(Data entries)
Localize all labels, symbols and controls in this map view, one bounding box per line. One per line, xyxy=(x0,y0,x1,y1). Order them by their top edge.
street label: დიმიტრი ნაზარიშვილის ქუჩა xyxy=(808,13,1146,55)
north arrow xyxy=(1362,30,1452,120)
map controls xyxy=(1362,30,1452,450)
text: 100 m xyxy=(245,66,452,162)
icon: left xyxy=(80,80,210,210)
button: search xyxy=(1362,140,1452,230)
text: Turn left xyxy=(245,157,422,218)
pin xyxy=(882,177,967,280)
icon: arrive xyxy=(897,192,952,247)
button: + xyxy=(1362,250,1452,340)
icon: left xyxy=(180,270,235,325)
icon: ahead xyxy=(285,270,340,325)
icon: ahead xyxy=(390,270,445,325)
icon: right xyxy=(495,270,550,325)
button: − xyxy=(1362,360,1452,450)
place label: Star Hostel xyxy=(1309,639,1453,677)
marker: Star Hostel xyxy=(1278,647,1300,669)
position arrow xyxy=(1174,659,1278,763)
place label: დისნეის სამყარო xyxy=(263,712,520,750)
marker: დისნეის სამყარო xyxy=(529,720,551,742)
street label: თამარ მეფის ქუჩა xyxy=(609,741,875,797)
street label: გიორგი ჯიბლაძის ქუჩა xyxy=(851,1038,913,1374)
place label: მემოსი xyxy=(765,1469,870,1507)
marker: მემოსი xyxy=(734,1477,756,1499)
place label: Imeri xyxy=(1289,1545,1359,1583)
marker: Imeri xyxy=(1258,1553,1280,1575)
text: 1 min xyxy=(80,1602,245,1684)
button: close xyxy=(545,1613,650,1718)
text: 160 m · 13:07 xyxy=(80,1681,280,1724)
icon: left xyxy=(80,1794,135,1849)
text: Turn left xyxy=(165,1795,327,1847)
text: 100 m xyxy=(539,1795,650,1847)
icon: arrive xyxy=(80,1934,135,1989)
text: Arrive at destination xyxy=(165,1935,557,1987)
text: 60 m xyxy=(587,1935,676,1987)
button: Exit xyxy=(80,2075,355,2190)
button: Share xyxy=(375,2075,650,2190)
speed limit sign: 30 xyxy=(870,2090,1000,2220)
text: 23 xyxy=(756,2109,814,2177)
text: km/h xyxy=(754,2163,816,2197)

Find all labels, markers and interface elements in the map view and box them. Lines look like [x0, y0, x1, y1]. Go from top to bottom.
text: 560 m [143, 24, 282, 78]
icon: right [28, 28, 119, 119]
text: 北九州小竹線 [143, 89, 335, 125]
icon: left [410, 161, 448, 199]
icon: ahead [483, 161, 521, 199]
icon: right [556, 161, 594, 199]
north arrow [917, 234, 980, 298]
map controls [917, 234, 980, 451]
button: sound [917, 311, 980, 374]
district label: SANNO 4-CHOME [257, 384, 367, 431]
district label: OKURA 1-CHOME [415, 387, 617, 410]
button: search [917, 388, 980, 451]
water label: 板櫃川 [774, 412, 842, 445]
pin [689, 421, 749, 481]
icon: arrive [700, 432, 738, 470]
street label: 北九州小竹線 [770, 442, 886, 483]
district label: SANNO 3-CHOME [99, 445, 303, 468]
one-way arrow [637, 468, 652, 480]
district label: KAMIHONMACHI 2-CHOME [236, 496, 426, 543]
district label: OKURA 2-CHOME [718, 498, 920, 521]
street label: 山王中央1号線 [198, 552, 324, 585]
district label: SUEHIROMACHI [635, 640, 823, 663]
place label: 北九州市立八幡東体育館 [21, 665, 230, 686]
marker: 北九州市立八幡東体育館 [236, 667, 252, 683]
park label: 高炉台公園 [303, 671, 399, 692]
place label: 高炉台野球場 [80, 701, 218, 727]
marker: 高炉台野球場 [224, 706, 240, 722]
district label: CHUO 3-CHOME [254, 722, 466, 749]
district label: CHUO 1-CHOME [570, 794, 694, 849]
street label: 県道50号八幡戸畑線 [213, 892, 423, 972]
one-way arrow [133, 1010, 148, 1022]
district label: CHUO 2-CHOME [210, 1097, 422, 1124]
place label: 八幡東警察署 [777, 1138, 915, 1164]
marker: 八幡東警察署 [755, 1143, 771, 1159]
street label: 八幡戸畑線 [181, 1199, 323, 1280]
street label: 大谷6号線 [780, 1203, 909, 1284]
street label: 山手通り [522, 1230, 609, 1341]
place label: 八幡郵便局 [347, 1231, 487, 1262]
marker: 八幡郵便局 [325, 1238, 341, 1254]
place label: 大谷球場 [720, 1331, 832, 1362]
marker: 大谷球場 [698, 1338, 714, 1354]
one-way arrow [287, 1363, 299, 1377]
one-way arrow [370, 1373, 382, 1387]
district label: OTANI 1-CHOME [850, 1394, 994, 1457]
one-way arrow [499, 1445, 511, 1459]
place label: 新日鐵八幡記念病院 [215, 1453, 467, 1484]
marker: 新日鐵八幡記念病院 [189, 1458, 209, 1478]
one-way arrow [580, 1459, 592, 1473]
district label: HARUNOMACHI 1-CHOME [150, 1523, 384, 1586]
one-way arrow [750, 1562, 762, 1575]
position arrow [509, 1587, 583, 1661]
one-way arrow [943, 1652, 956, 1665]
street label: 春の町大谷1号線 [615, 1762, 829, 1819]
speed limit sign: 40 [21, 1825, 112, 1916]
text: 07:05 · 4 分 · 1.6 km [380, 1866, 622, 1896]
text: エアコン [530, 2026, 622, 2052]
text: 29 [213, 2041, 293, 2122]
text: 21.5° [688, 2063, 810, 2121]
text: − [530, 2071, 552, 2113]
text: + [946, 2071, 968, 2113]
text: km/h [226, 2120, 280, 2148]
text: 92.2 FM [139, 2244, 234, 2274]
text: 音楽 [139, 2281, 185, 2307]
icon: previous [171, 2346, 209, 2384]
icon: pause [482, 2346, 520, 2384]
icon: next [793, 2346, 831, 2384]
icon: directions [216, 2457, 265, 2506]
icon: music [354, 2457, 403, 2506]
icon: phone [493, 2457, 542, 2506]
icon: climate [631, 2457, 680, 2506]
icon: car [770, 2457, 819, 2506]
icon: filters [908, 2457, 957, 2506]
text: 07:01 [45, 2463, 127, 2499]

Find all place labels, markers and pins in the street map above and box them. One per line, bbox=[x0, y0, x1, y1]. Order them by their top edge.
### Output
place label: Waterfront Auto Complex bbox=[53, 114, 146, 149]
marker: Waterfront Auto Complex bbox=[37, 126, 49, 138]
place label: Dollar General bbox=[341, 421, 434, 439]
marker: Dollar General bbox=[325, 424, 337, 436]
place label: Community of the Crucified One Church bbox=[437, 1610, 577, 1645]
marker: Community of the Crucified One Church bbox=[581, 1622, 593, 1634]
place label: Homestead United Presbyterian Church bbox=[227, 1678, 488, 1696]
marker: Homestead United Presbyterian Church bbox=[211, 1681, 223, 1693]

• What is needed:
Which lines of the entries above contain the word "Complex"? Copy each of them.

• Task solution:
place label: Waterfront Auto Complex bbox=[53, 114, 146, 149]
marker: Waterfront Auto Complex bbox=[37, 126, 49, 138]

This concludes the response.